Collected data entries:
Start of Block
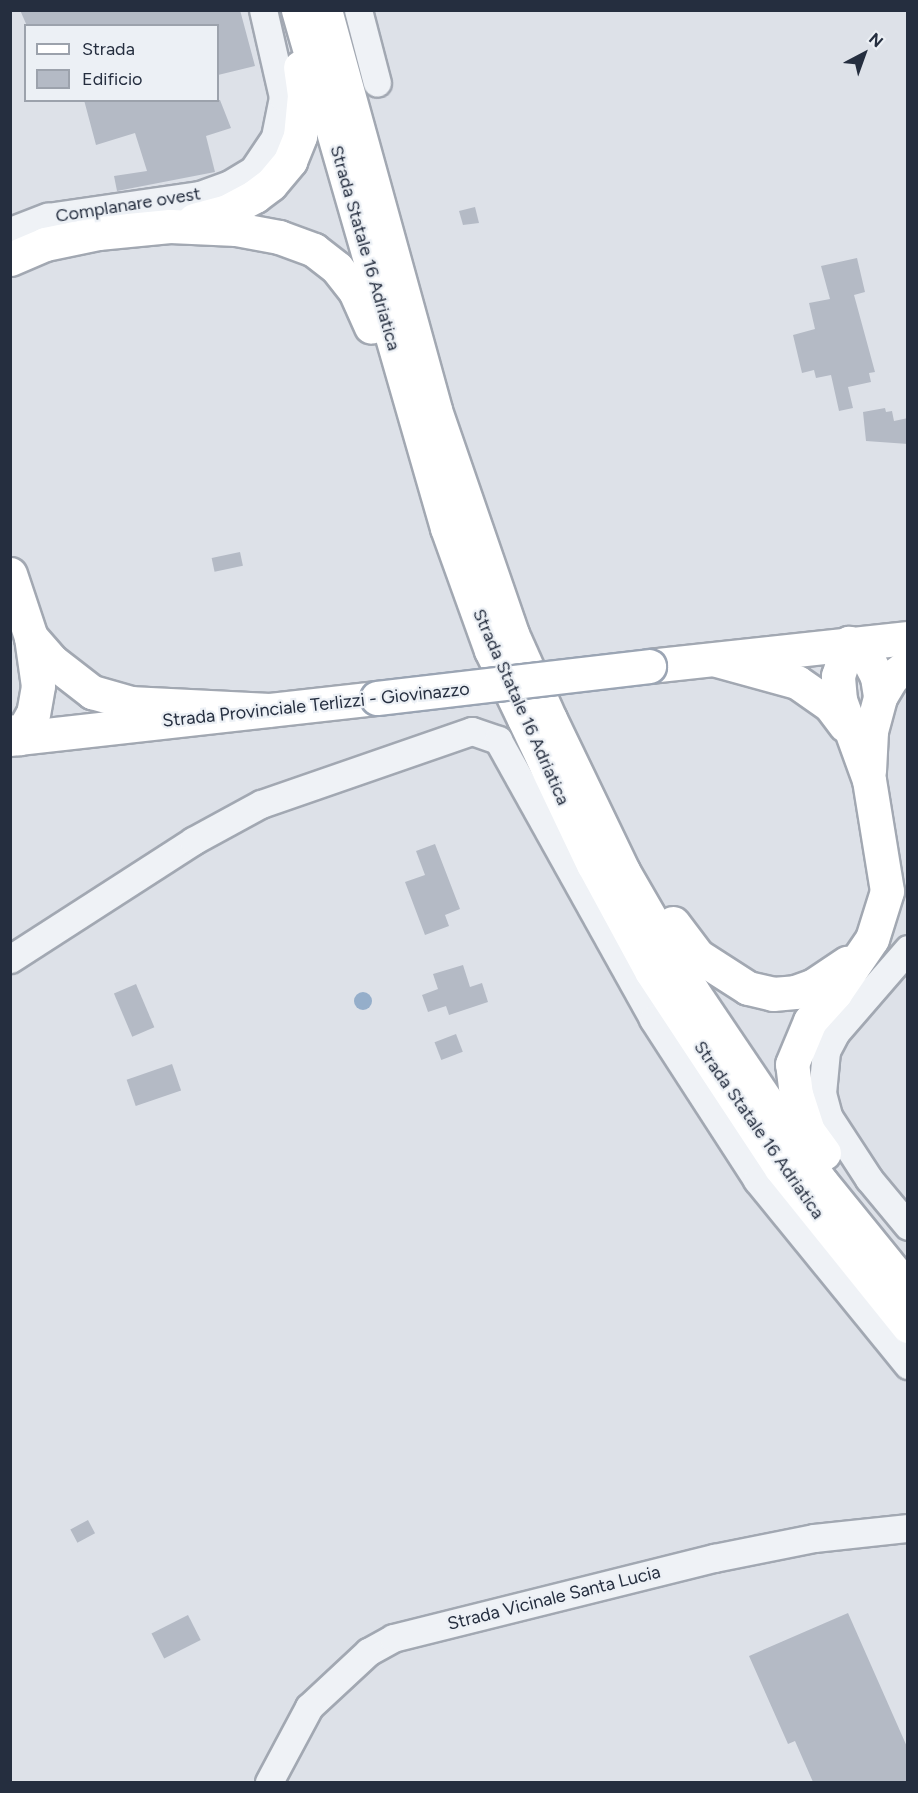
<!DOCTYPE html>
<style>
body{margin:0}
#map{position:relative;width:918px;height:1793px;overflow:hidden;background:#dde1e8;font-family:Figtree,sans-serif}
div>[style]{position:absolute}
.water>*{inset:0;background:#95aeca}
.round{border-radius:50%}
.building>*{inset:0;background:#b4bac5;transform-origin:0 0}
.roads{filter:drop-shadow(2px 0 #a2a8b2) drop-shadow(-2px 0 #a2a8b2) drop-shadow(0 2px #a2a8b2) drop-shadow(0 -2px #a2a8b2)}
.minor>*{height:27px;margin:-13.5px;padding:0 13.5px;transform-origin:13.5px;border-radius:13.5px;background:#eff2f6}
.major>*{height:33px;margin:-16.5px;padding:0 16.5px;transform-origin:16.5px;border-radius:16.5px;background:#fff}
.highway>*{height:33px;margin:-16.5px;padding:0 16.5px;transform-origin:16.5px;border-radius:16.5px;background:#fff}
.bridges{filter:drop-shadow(2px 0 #9ba5b4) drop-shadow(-2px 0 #9ba5b4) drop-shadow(0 2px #9ba5b4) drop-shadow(0 -2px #9ba5b4)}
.major-bridge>*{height:33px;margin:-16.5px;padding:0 16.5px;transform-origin:16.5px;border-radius:16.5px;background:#fff}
span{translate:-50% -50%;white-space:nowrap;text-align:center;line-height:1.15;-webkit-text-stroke:4.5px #ecf0f5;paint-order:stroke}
.street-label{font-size:18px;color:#252e3f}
.frame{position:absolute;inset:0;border:12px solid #252e3f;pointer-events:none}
.legend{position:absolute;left:24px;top:24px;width:195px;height:78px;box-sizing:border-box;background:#ecf0f5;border:2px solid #9ca2ac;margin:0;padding:8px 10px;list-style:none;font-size:18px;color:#252e3f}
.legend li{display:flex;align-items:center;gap:12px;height:30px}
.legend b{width:30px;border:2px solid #9ca2ac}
.north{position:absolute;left:834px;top:24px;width:60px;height:60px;-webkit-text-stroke:4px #ecf0f5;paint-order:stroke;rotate:41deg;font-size:16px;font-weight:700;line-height:24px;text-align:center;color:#252e3f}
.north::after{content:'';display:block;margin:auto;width:21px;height:27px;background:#252e3f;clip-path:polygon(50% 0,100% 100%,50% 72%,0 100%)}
</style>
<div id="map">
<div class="water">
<div class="round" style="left:354px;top:992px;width:18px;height:18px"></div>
</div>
<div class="building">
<div style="clip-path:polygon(20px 10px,240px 10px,255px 66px,218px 75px,218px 26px,27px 26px)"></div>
<div style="clip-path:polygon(84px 100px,220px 100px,231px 128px,206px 136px,215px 172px,117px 191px,114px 176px,147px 171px,135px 133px,96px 145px)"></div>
<div style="clip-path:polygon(475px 207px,479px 223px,463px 225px,459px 211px)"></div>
<div style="clip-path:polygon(857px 258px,865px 292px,854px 295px,875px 372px,869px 373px,871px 382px,848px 387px,853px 408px,839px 411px,831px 375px,816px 378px,814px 370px,802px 373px,793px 335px,815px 329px,809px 303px,830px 299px,821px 266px)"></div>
<div style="clip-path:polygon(885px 408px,886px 412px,892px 411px,894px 421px,908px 418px,908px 444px,866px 441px,863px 412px)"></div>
<div style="left:240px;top:552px;width:14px;height:29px;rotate:78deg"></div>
<div style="clip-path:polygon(435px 844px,460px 909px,445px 915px,449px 926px,425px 935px,405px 882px,425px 875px,416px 851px)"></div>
<div style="clip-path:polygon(463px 965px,470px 987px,482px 983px,488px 1002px,449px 1015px,446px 1006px,428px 1012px,422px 995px,438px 989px,433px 974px)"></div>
<div style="left:136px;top:984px;width:47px;height:24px;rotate:67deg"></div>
<div style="left:456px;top:1034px;width:19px;height:23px;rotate:69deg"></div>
<div style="left:172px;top:1064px;width:28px;height:48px;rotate:71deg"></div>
<div style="left:88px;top:1520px;width:15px;height:20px;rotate:62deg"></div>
<div style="clip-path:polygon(848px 1613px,908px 1749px,908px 1782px,813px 1782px,795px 1741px,788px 1744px,749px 1656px)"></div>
<div style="left:188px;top:1615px;width:28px;height:41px;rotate:63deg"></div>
</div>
<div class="roads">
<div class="minor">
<div style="left:358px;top:10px;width:75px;rotate:75.4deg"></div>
<div style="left:10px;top:231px;width:40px;rotate:-21deg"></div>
<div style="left:47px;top:217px;width:155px;rotate:-8.2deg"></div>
<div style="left:200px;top:195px;width:30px;rotate:-20deg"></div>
<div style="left:228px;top:185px;width:29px;rotate:-31deg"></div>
<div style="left:253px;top:170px;width:40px;rotate:-56deg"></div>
<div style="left:275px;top:137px;width:41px;rotate:-78.7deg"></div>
<div style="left:283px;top:97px;width:89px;rotate:-102.9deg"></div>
<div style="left:908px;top:949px;width:110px;rotate:130.9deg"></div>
<div style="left:836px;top:1032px;width:21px;rotate:118deg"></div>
<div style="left:826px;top:1051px;width:42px;rotate:95.4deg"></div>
<div style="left:822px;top:1093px;width:24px;rotate:75deg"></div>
<div style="left:828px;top:1116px;width:75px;rotate:56.9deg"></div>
<div style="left:869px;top:1179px;width:61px;rotate:50.3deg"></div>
<div style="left:10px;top:959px;width:218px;rotate:-32.8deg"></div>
<div style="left:193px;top:841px;width:77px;rotate:-28.6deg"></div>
<div style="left:261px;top:804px;width:223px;rotate:-19.1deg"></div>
<div style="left:472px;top:731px;width:28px;rotate:19deg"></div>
<div style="left:498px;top:740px;width:319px;rotate:60.9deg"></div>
<div style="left:653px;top:1019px;width:192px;rotate:57.1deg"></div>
<div style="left:757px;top:1180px;width:239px;rotate:50.8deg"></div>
<div style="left:269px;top:1782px;width:85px;rotate:-61.9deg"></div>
<div style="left:309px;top:1707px;width:81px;rotate:-43deg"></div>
<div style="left:368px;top:1652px;width:29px;rotate:-29deg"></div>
<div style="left:393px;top:1638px;width:331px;rotate:-14deg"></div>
<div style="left:714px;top:1558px;width:102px;rotate:-11.3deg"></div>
<div style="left:814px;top:1538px;width:95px;rotate:-6.1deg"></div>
</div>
<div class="major">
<div style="left:649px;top:666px;width:261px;rotate:-6.2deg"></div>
<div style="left:10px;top:739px;width:369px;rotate:-6.4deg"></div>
</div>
<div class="highway">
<div style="left:298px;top:10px;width:539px;rotate:73.95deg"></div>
<div style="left:447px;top:528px;width:130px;rotate:70.2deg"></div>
<div style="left:491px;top:650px;width:76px;rotate:64.4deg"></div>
<div style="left:524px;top:719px;width:161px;rotate:64.6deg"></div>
<div style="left:593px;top:864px;width:122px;rotate:61.5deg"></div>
<div style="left:651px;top:971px;width:236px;rotate:56.6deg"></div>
<div style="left:781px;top:1168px;width:203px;rotate:51.2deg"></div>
<div style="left:325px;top:10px;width:415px;rotate:74.6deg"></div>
<div style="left:435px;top:410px;width:237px;rotate:71deg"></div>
<div style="left:512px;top:634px;width:93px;rotate:65.9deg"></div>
<div style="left:550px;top:719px;width:169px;rotate:64.3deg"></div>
<div style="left:623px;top:871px;width:140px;rotate:60deg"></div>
<div style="left:693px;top:992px;width:230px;rotate:56deg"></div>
<div style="left:822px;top:1183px;width:136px;rotate:50.9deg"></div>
<div style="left:194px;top:220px;width:34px;rotate:-15deg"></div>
<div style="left:227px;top:211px;width:32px;rotate:-28deg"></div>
<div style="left:255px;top:196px;width:20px;rotate:-37deg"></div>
<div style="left:271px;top:184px;width:30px;rotate:-50deg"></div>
<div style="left:290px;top:161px;width:27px;rotate:-68deg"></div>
<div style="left:300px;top:136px;width:41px;rotate:-84.4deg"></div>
<div style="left:304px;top:95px;width:28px;rotate:-98deg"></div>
<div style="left:10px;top:259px;width:38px;rotate:-23deg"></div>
<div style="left:45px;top:244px;width:54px;rotate:-11.7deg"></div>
<div style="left:98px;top:233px;width:72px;rotate:-5.6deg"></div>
<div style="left:170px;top:226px;width:66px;rotate:2.6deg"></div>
<div style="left:236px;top:229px;width:44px;rotate:10.5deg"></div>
<div style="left:279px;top:237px;width:37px;rotate:20deg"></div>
<div style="left:314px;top:250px;width:29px;rotate:38deg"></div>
<div style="left:337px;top:268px;width:29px;rotate:52deg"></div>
<div style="left:355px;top:291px;width:39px;rotate:66deg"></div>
<div style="left:10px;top:574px;width:66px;rotate:71.6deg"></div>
<div style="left:31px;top:637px;width:49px;rotate:81.9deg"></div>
<div style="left:38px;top:686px;width:27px;rotate:100deg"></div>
<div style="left:33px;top:713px;width:29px;rotate:119deg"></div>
<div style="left:19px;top:738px;width:11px;rotate:-142deg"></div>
<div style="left:31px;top:637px;width:32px;rotate:49deg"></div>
<div style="left:52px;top:661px;width:51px;rotate:37.8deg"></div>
<div style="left:92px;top:692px;width:41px;rotate:15.8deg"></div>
<div style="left:131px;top:703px;width:137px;rotate:2.9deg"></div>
<div style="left:717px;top:660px;width:83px;rotate:15.4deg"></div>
<div style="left:797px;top:682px;width:40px;rotate:34.9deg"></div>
<div style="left:830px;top:705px;width:25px;rotate:53deg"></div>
<div style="left:869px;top:771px;width:40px;rotate:-87.1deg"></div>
<div style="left:871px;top:731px;width:35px;rotate:-75deg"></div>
<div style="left:880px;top:697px;width:23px;rotate:-59deg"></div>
<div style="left:892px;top:677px;width:20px;rotate:-37deg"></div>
<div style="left:673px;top:923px;width:41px;rotate:52.9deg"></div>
<div style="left:698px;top:956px;width:59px;rotate:32.6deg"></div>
<div style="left:748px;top:988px;width:26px;rotate:13deg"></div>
<div style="left:773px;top:994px;width:22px;rotate:-5deg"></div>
<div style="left:795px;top:992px;width:20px;rotate:-20deg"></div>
<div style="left:814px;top:985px;width:40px;rotate:-34deg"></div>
<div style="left:824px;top:1153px;width:27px;rotate:-126deg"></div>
<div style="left:808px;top:1131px;width:38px;rotate:-108deg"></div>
<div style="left:796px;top:1095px;width:31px;rotate:-97deg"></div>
<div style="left:792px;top:1064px;width:47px;rotate:-67.3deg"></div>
<div style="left:810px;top:1021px;width:38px;rotate:-48deg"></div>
<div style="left:835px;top:993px;width:65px;rotate:-55.6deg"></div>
<div style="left:872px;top:939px;width:50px;rotate:-72.6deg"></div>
<div style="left:887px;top:891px;width:112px;rotate:-99.2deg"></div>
<div style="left:869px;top:780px;width:85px;rotate:-109.9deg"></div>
<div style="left:840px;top:700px;width:24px;rotate:-95deg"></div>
<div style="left:838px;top:676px;width:35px;rotate:-72deg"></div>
<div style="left:849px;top:643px;width:27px;rotate:42deg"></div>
<div style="left:869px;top:661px;width:18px;rotate:63deg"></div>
<div style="left:877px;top:677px;width:20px;rotate:81deg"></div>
</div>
</div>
<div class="bridges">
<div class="major-bridge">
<div style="left:377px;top:698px;width:274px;rotate:-6.7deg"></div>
</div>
</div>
<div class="street-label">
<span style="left:128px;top:205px;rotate:-9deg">Complanare ovest</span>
<span style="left:365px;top:248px;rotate:74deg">Strada Statale 16 Adriatica</span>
<span style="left:316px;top:705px;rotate:-6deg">Strada Provinciale Terlizzi - Giovinazzo</span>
<span style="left:521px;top:707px;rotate:66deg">Strada Statale 16 Adriatica</span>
<span style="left:759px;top:1130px;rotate:55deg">Strada Statale 16 Adriatica</span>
<span style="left:554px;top:1598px;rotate:-14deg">Strada Vicinale Santa Lucia</span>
</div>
<div class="frame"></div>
<ul class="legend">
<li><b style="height:8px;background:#fff"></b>Strada</li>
<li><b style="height:16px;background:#b4bac5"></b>Edificio</li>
</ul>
<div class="north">N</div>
</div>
End of Block
__What to do__: Only the lines from the start of the records through the line containing "0 #9ba5b4) drop-shadow(-2px" should be repeated, word for word, with the pictures left out.

__The answer__:
<!DOCTYPE html>
<style>
body{margin:0}
#map{position:relative;width:918px;height:1793px;overflow:hidden;background:#dde1e8;font-family:Figtree,sans-serif}
div>[style]{position:absolute}
.water>*{inset:0;background:#95aeca}
.round{border-radius:50%}
.building>*{inset:0;background:#b4bac5;transform-origin:0 0}
.roads{filter:drop-shadow(2px 0 #a2a8b2) drop-shadow(-2px 0 #a2a8b2) drop-shadow(0 2px #a2a8b2) drop-shadow(0 -2px #a2a8b2)}
.minor>*{height:27px;margin:-13.5px;padding:0 13.5px;transform-origin:13.5px;border-radius:13.5px;background:#eff2f6}
.major>*{height:33px;margin:-16.5px;padding:0 16.5px;transform-origin:16.5px;border-radius:16.5px;background:#fff}
.highway>*{height:33px;margin:-16.5px;padding:0 16.5px;transform-origin:16.5px;border-radius:16.5px;background:#fff}
.bridges{filter:drop-shadow(2px 0 #9ba5b4) drop-shadow(-2px 0 #9ba5b4) drop-shadow(0 2px #9ba5b4) drop-shadow(0 -2px #9ba5b4)}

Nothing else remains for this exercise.